== Given records ==
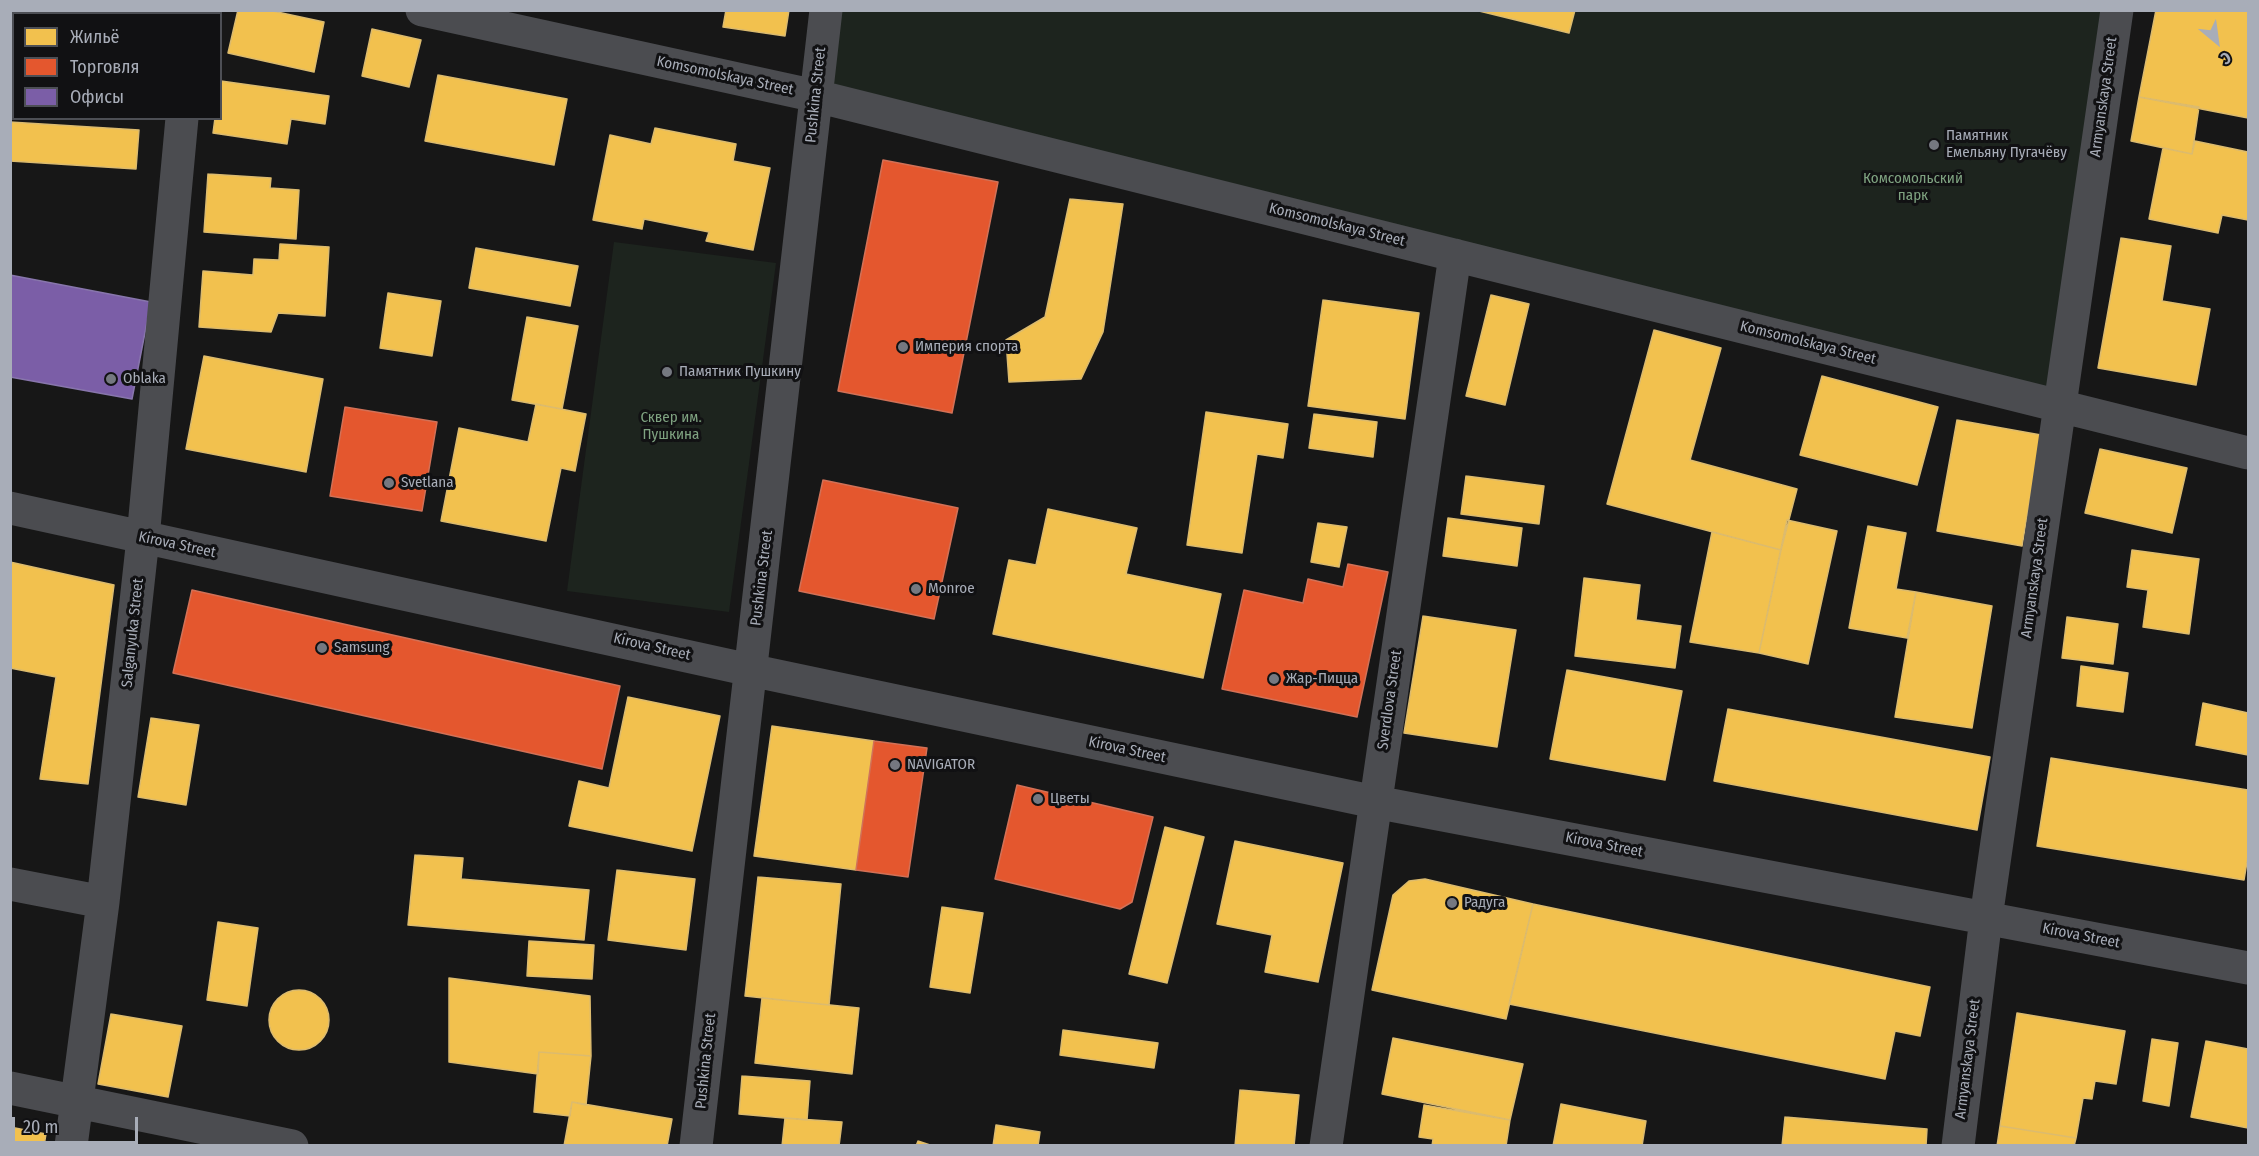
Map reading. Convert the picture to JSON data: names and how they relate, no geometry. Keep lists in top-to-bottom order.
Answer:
{
  "streets": {
    "street": [
      "Komsomolskaya Street",
      "Pushkina Street",
      "Armyanskaya Street",
      "Kirova Street",
      "Salganyuka Street",
      "Sverdlova Street"
    ]
  },
  "crossings": [
    ["Komsomolskaya Street", "Pushkina Street"],
    ["Komsomolskaya Street", "Armyanskaya Street"],
    ["Komsomolskaya Street", "Sverdlova Street"],
    ["Pushkina Street", "Kirova Street"],
    ["Armyanskaya Street", "Kirova Street"],
    ["Kirova Street", "Salganyuka Street"],
    ["Kirova Street", "Sverdlova Street"]
  ],
  "parks": ["Комсомольский парк", "Сквер им. Пушкина"],
  "places": [
    "Памятник Емельяну Пугачёву",
    "Империя спорта",
    "Памятник Пушкину",
    "Oblaka",
    "Svetlana",
    "Monroe",
    "Samsung",
    "Жар-Пицца",
    "NAVIGATOR",
    "Цветы",
    "Радуга"
  ],
  "legend": ["Жильё", "Торговля", "Офисы"],
  "scale_bar": "20 m",
  "north": "bottom right"
}
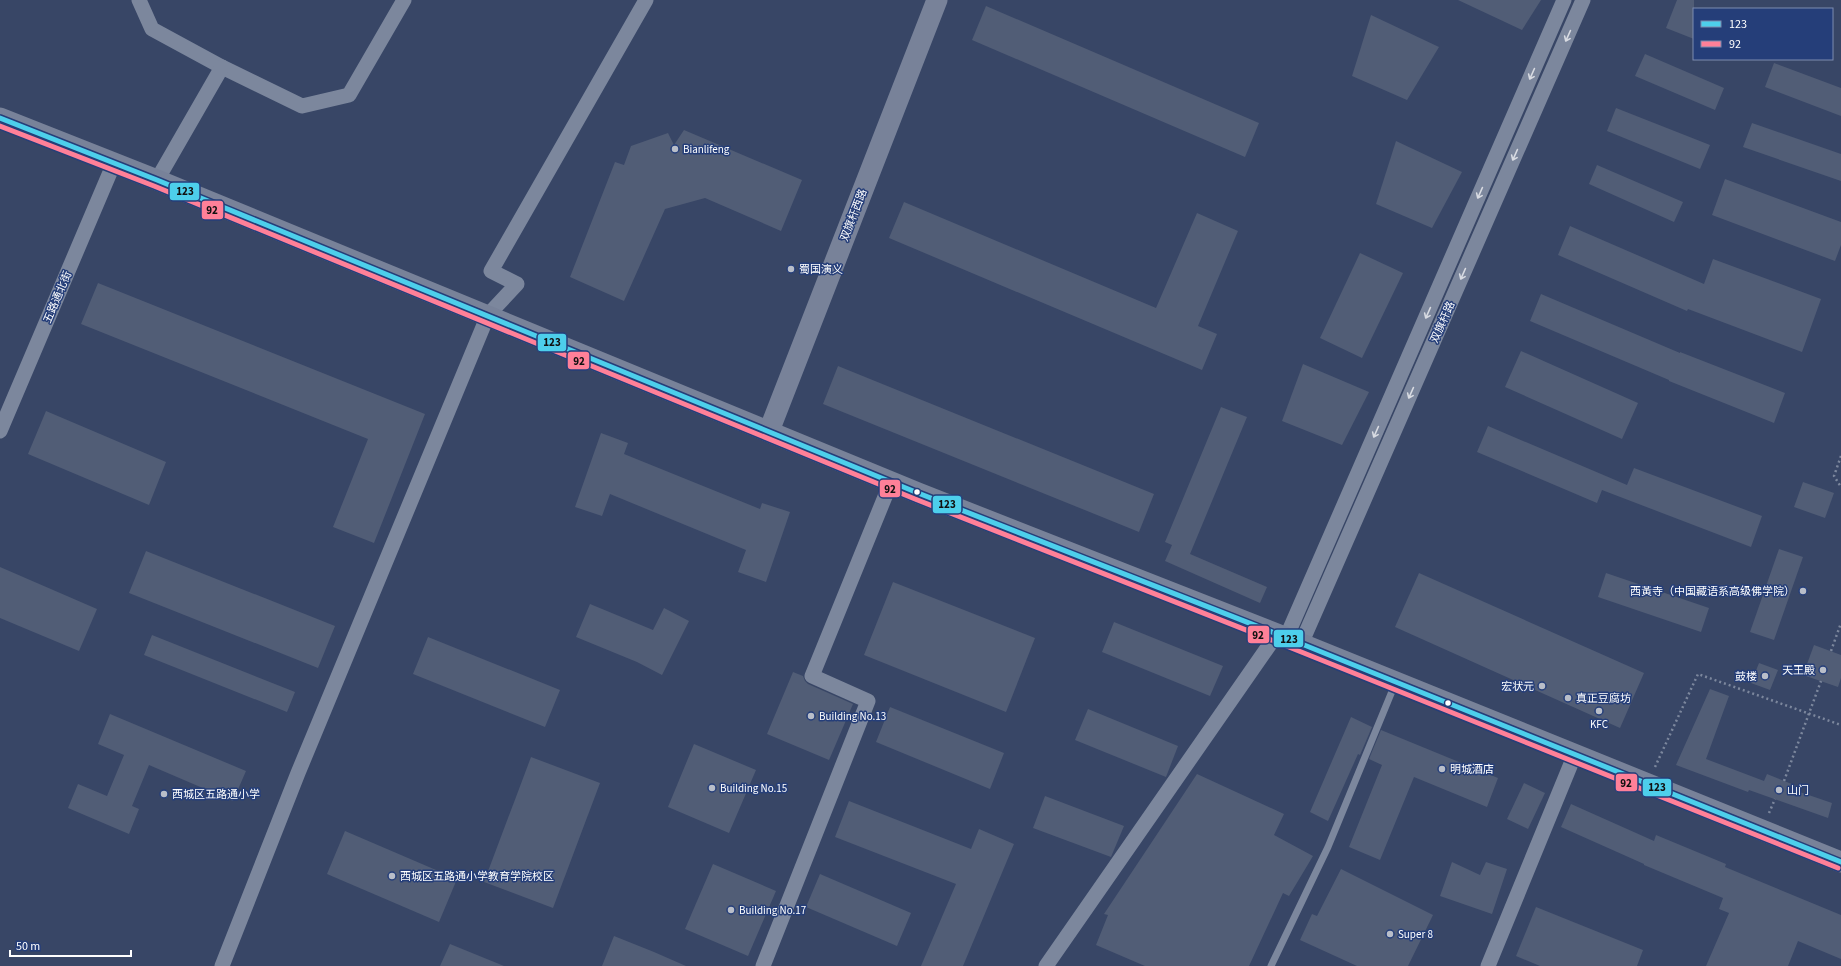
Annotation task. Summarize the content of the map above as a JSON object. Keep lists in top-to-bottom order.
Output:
{
  "streets": {
    "street": ["双旗杆西路", "五路通北街", "双旗杆路"]
  },
  "places": [
    "Bianlifeng",
    "蜀国演义",
    "西黃寺（中国藏语系高级佛学院）",
    "天王殿",
    "鼓楼",
    "宏状元",
    "真正豆腐坊",
    "KFC",
    "Building No.13",
    "明城酒店",
    "Building No.15",
    "山门",
    "西城区五路通小学",
    "西城区五路通小学教育学院校区",
    "Building No.17",
    "Super 8"
  ],
  "lines": ["transit line 123", "transit line 92"],
  "legend": ["123", "92"],
  "scale_bar": "50 m"
}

== Instructions for the task ==
Across the material, report every line that has the word "JSON".

== Answer space ==
Map reading. Convert the picture to JSON data: names and how they relate, no geometry. Keep lists in top-to-bottom order.
Annotation task. Summarize the content of the map above as a JSON object. Keep lists in top-to-bottom order.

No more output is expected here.